On his recent trip through the Hashemite Kingdom of Jordan, Outlook editor Jack Haberer arranged an exclusive interview in the royal palace in Amman with His Royal Highness Prince El Hassan Bin Talal.
He is the brother of the late King Hussein and is uncle to the present monarch, King Abdullah II. Prince Hassan served for 35 years as the crown prince of Jordan.
Prince Hassan was educated in Amman, then in England, where he earned two degrees at Oxford. He is fluent in Arabic, English, French, and German and has a working knowledge of Turkish and Spanish, and has studied Hebrew at the Hebrew University.
Among his many areas of service, he is a member of the International Board of the Council on Foreign Relations, moderator of the World Conference of Religions for Peace, president of the Board of Directors for the Center for Peace Studies and Conflict Resolution. He established the Islamic Scientific Academy and the Hashemite Aid and Relief Agency. He also is the 2008 recipient of The Abraham Geiger Award, named for the great liberal thinker of Judaism in the 19th century. It was conferred upon the prince for being a voice for global sustainability, reconciliation, and inter-religious understanding. He is the founding director of the Royal Institute of Inter-faith Studies and a leading thinker in bringing peace and reconciliation between Muslims, Christians, and Jews.
JH: Your Royal Highness, Jordan sits adjacent to the Occupied Palestinian Territories, Syria, Iraq, and Saudi Arabia, and just a short distance from Lebanon and Egypt. Yet this kingdom is known as the Switzerland of the Middle East. How is it that Jordan stands out as such a place of peace in a region that is known for its conflicts?
PH: The meetings between my great uncle, King Faisal of Iraq and Syria, in the context of the Versailles Peace Conference in 1918, and Chaim Weizmann, the founder of the modern state of Israel and, indeed, the meetings of my grandfather with the Jewish leadership at that time took place before the first shots had been shot in anger between Arab and Jew.
The Jordanian ethic has attempted to promote stability through rational policies, given the fact that we have five neighbors. I remember once (talking with) Shimon Peres. He said to me, “You know we are surrounded by enemies.”
I said to him, “You think you have problems. We are surrounded by friends.”
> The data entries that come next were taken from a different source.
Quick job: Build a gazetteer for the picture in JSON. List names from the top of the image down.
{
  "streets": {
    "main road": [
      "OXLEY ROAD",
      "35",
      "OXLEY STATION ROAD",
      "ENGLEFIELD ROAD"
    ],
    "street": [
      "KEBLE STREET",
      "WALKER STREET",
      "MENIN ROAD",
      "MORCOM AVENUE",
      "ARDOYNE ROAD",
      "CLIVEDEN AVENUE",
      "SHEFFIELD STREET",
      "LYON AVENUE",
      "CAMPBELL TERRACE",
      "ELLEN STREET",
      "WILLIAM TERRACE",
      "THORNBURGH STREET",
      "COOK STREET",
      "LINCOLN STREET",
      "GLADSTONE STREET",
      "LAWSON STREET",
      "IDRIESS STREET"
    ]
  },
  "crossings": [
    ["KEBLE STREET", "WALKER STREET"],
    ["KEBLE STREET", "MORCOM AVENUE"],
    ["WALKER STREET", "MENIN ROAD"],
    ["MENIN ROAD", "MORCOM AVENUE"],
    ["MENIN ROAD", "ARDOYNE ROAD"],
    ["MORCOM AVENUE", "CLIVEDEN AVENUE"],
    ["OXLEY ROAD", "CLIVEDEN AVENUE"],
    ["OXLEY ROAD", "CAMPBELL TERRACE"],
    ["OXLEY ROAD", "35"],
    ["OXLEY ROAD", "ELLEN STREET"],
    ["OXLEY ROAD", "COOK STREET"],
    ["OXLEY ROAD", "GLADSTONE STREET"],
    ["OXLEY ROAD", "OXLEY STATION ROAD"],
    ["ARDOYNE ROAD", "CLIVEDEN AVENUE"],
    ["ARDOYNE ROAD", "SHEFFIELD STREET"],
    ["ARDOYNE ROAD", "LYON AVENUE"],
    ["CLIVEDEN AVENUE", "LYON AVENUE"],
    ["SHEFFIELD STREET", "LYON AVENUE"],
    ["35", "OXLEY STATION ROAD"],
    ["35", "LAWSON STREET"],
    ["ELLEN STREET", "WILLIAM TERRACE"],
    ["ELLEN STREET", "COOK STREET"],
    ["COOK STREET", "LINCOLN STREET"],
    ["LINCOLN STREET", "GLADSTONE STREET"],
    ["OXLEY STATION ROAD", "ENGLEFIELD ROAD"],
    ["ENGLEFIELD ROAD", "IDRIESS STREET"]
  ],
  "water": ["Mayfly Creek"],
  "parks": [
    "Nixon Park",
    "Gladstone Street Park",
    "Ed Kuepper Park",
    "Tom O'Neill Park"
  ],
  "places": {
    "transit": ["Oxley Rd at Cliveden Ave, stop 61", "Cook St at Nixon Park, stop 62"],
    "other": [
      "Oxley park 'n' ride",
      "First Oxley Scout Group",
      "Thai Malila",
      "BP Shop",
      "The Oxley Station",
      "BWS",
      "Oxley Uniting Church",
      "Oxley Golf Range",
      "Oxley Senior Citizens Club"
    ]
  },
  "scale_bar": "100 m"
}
I would like to think that Switzerland is an example to live up to, but Switzerland was only able to create their “inter-communal” stability between Italian speaking, and German speaking and French speaking after they announced their neutrality. We unfortunately have participated in war in 1948, and in 1967, and almost in 1973. And, we have suffered the demography of those who have been the victims of war, have been “refugeed” two or three times in our lifetimes. And therefore … we have to live up to the expectations of others and ourselves to offer a contrast to states at war and to develop inner peace and inner stability.
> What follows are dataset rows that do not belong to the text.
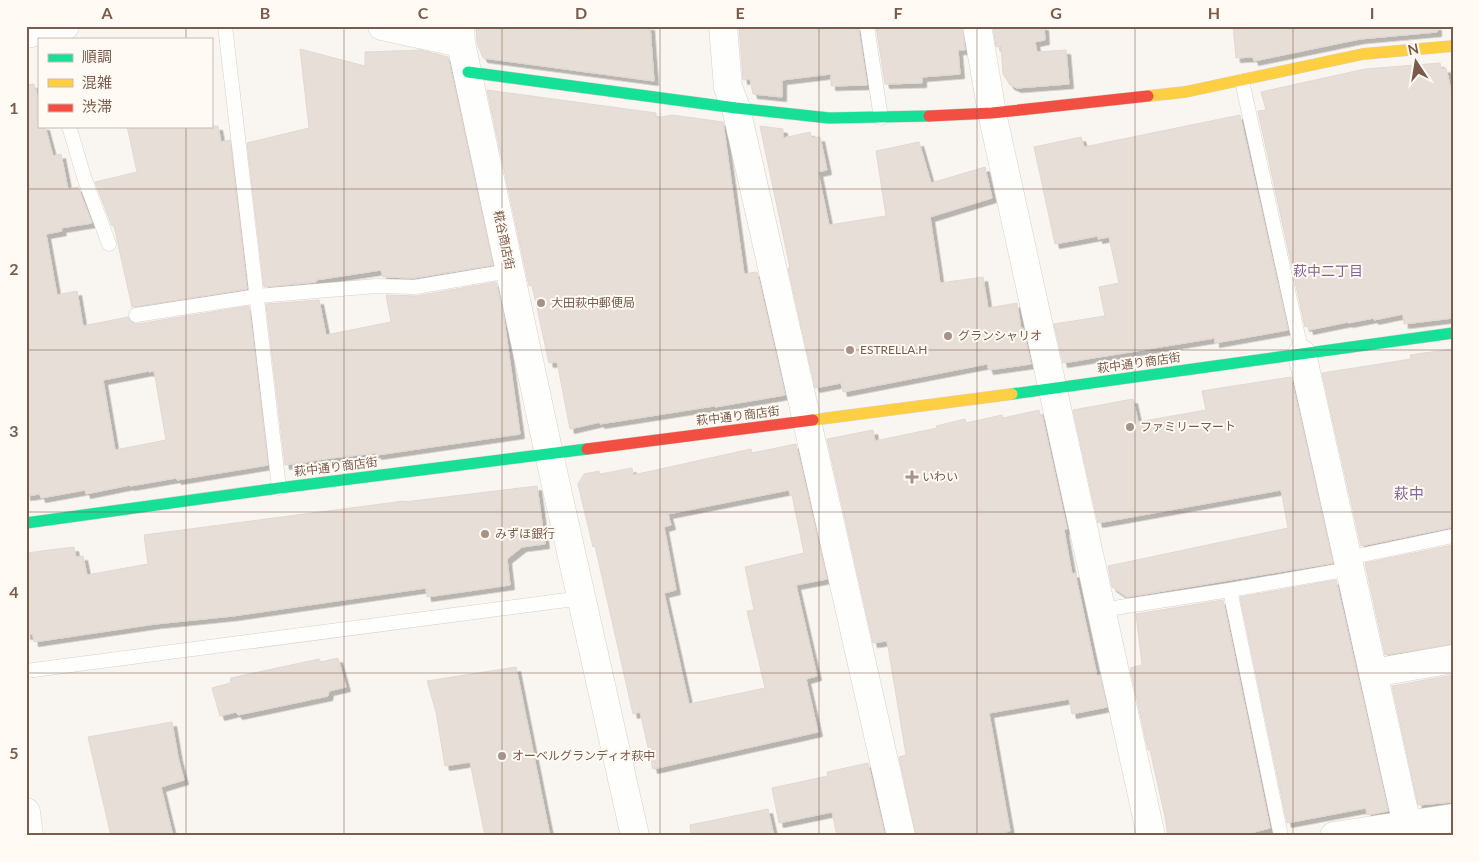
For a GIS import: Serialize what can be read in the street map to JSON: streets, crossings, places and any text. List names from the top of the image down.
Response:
{
  "streets": {
    "street": ["糀谷商店街", "萩中通り商店街"]
  },
  "crossings": [
    ["糀谷商店街", "萩中通り商店街"]
  ],
  "districts": ["萩中二丁目", "萩中"],
  "places": {
    "other": [
      "大田萩中郵便局",
      "グランシャリオ",
      "ESTRELLA.H",
      "ファミリーマート",
      "みずほ銀行",
      "オーベルグランディオ萩中"
    ],
    "health": ["いわい"]
  },
  "legend": ["順調", "混雑", "渋滞"],
  "north": "top",
  "grid": {
    "columns": [
      "A",
      "B",
      "C",
      "D",
      "E",
      "F",
      "G",
      "H",
      "I"
    ],
    "rows": [
      "1",
      "2",
      "3",
      "4",
      "5"
    ]
  }
}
I think that our emphasis on education — particularly in the context of realism which was what basically characterized Jordan’s history over the past 70 years, possibly one of the oldest countries in the so-called Arab world of today — has been the secret of our survival. But, the story doesn’t end there. It’s not just a question of existing. The question we have to ask ourselves, as Bishop Duke once did in the book, Via Delarosa, is “When shall we live?” And “we” means not only ourselves but our five neighbors and indeed the whole west Asian region.
JH: In a world where … say that religion is this massive source of conflict, you have argued for the opposite for years. In fact, you have dedicated much of your career to promoting the notion of religion as a “peace-building mechanism.” How can that be?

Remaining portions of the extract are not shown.